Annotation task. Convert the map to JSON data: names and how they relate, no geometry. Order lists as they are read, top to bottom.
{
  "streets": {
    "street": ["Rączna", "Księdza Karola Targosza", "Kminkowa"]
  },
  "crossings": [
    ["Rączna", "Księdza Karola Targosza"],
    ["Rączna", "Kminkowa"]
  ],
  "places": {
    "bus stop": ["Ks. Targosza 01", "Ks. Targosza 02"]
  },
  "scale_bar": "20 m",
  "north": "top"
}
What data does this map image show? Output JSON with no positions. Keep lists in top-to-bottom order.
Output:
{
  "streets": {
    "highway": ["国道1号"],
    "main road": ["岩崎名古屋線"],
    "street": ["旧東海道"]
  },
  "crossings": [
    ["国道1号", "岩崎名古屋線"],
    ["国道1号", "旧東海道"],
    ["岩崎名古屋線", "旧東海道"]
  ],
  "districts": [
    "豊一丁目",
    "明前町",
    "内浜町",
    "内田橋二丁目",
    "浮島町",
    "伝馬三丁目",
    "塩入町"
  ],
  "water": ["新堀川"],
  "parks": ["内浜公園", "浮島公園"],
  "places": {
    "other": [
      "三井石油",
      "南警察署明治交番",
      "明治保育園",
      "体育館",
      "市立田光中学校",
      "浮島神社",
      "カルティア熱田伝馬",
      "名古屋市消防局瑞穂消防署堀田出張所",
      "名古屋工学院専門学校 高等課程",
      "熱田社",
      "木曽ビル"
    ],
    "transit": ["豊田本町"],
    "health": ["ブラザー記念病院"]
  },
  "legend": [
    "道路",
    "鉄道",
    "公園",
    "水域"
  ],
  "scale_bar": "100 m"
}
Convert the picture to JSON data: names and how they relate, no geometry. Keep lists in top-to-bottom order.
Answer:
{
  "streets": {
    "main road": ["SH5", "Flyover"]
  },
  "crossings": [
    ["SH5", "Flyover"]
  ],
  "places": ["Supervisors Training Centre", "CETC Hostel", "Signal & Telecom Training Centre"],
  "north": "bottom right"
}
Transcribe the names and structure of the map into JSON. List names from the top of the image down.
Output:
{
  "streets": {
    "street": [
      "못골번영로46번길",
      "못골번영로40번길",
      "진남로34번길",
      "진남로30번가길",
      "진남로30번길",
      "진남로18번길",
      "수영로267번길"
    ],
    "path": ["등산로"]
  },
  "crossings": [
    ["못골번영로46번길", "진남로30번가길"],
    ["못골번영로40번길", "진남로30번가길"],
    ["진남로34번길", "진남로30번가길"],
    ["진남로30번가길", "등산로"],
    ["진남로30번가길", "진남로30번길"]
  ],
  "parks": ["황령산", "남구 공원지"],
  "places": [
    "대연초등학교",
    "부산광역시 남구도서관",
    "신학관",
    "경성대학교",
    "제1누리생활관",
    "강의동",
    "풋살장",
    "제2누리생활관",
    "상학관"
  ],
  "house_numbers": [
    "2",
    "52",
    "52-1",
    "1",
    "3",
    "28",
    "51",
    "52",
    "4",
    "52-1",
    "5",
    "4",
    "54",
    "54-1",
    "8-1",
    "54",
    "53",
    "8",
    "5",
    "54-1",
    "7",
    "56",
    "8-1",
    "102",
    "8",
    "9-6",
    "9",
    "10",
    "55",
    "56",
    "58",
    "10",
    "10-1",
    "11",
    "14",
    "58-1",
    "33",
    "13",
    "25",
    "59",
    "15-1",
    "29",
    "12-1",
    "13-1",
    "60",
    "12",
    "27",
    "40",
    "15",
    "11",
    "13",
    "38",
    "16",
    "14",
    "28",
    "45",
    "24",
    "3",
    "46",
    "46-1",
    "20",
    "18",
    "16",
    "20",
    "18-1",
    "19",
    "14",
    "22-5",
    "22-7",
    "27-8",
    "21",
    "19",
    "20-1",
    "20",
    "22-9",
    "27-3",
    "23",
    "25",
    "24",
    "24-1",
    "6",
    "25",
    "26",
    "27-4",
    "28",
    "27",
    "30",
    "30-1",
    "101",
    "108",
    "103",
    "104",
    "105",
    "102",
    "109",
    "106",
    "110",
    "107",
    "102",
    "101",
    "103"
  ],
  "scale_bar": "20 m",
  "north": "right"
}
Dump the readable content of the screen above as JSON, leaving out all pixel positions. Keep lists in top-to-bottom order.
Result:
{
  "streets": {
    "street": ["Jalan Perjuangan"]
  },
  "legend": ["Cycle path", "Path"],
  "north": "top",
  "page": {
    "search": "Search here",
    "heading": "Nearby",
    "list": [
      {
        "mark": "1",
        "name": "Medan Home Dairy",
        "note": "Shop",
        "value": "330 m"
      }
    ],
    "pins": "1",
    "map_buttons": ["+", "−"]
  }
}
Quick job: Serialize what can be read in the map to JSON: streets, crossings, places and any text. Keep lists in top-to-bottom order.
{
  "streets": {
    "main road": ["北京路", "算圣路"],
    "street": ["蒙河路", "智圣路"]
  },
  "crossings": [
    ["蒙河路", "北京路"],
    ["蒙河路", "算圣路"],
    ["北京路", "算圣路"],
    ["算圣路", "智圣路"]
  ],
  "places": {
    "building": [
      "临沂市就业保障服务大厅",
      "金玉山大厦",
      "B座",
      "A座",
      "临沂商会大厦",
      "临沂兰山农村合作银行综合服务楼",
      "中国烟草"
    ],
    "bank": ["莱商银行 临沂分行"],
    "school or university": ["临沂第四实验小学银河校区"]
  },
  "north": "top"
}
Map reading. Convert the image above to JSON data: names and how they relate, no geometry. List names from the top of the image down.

__BRIEF__
Only the lines from the first line of the records through the line with "Convert the picture" should be reproduced, exactly and with nothing added.

__RESPONSE TO THE TASK__
Annotation task. Convert the map to JSON data: names and how they relate, no geometry. Order lists as they are read, top to bottom.
{
  "streets": {
    "street": ["Rączna", "Księdza Karola Targosza", "Kminkowa"]
  },
  "crossings": [
    ["Rączna", "Księdza Karola Targosza"],
    ["Rączna", "Kminkowa"]
  ],
  "places": {
    "bus stop": ["Ks. Targosza 01", "Ks. Targosza 02"]
  },
  "scale_bar": "20 m",
  "north": "top"
}
What data does this map image show? Output JSON with no positions. Keep lists in top-to-bottom order.
Output:
{
  "streets": {
    "highway": ["国道1号"],
    "main road": ["岩崎名古屋線"],
    "street": ["旧東海道"]
  },
  "crossings": [
    ["国道1号", "岩崎名古屋線"],
    ["国道1号", "旧東海道"],
    ["岩崎名古屋線", "旧東海道"]
  ],
  "districts": [
    "豊一丁目",
    "明前町",
    "内浜町",
    "内田橋二丁目",
    "浮島町",
    "伝馬三丁目",
    "塩入町"
  ],
  "water": ["新堀川"],
  "parks": ["内浜公園", "浮島公園"],
  "places": {
    "other": [
      "三井石油",
      "南警察署明治交番",
      "明治保育園",
      "体育館",
      "市立田光中学校",
      "浮島神社",
      "カルティア熱田伝馬",
      "名古屋市消防局瑞穂消防署堀田出張所",
      "名古屋工学院専門学校 高等課程",
      "熱田社",
      "木曽ビル"
    ],
    "transit": ["豊田本町"],
    "health": ["ブラザー記念病院"]
  },
  "legend": [
    "道路",
    "鉄道",
    "公園",
    "水域"
  ],
  "scale_bar": "100 m"
}
Convert the picture to JSON data: names and how they relate, no geometry. Keep lists in top-to-bottom order.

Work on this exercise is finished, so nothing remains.